Federal agents stand outside immigration court at the Jacob K. Javits federal building, Friday, March 6, 2026, in New York. (AP Photo/Yuki Iwamura) I have worked on immigration issues across five Democratic and Republican administrations, including in the White House, at the Department of Justice and as an appellate immigration judge. What is happening in the immigration courts — although less public than Immigration and Customs Enforcement’s increasingly unpopular crackdown — is deeply concerning.
Under the Fifth Amendment to the Constitution, no one on U.S. soil can be “deprived of life, liberty or property without due process of law,” meaning that citizens and noncitizens have a right to notice and to be heard before the government can put them in jail or seize their property.
Last year, the Supreme Court unanimously reaffirmed noncitizens’ rights to due process. But the administration is whittling away at immigrants’ due process rights, and because those rights are the same for citizens, the rights of all Americans are dwindling.
Most immigrants facing deportation are entitled to a hearing in immigration court — part of the Department of Justice — where they can make the case for staying in the country. Wrong decisions can have devastating consequences, like deportation to a country where they will be tortured or permanently separated from family members.
The nearly 600 judges in the 77 immigration courts are distinct from federal courts. In federal courts, judges operate independently from law enforcement and elected officials, whereas both the immigration courts and enforcement agencies at the Department of Homeland Security — like ICE — are part of the executive branch. This structure leaves the immigration system vulnerable to political interference, but historically, immigration judges have maintained some independence from law enforcement and political leaders.
The Trump administration is stripping away that independence.
First, the Justice Department has issued directives mirroring Homeland Security’s mass deportation agenda, including allowing ICE to arrest immigrants at immigration courts and urging immigration judges to dismiss pending immigration cases in ways that facilitate those arrests. The move led to a surge of over 600 percent in judges ending immigration proceedings before resolution.
Instead of serving as impartial umpires, courts are increasingly turning their authority over to ICE. That is like letting a pitcher call his own balls and strikes, but with life-or-death consequences.
Second, before requesting review before a federal judge, immigrants must appeal to the Board of Immigration Appeals — the immigration courts’ appellate body — which is supposed to review whether immigration judges correctly applied the law.
But the board is not providing independent or thorough review. It has, instead, issued binding rulings that shore up Homeland Security enforcement actions. After ICE ignored a legal order protecting a Salvadoran man from deportation, the board responded by issuing a ruling limiting judges’ ability to grant such protections going forward.

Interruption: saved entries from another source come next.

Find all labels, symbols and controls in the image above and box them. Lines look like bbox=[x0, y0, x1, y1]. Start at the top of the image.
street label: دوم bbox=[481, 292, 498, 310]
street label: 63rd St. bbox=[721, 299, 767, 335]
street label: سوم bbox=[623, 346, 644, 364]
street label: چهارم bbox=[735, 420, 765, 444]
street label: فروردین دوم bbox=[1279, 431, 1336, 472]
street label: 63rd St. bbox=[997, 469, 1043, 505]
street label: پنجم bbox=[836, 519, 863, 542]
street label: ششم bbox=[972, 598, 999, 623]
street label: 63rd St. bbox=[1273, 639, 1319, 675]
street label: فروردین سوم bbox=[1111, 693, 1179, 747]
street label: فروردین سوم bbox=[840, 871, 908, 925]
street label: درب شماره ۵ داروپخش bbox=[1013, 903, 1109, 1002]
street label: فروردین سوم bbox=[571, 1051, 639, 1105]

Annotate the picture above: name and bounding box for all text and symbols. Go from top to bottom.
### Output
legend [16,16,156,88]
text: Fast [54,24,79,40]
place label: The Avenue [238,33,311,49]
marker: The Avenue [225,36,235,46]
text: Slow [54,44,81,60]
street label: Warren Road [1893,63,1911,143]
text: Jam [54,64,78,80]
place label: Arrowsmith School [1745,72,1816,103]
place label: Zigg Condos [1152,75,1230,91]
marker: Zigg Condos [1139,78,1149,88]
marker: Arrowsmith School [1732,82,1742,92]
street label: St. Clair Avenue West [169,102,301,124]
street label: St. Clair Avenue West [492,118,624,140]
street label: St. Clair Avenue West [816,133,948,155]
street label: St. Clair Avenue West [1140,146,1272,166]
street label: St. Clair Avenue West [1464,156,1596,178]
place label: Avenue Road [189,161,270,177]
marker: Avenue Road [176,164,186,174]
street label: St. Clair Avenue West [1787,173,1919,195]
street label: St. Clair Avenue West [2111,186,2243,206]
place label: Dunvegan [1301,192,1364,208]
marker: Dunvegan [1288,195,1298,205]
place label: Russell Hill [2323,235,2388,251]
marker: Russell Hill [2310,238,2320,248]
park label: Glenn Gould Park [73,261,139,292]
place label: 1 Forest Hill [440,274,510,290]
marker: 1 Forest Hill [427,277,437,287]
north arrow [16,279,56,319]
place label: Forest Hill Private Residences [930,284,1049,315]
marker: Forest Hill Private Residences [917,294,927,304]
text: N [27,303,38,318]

And when Homeland Security adopted a policy to keep long-term residents in detention, the board ratified the dubious legal justification behind the practice. Judges across the ideological spectrum have rejected the reasoning interpretation more than 3,000 times. Appeals courts have split on whether the policy is defensible, and the issue is likely to be resolved by the Supreme Court.
In total, since Trump’s inauguration, the board has issued more than 120 precedent decisions that set rules or legal standards for future immigration cases — more than triple the monthly average over the past 10 years — with all but one procedural decision going against the immigrant.
The board also announced a rule that would allow most cases to be dismissed without even being considered, leaving immigrants vulnerable to immediate arrest, detention and deportation. A federal district court invalidated key aspects of the rule, but the government has appealed. These procedural and substantive restrictions are depriving immigrants of a fair chance to make the case for staying in the country, no matter how strong their claims.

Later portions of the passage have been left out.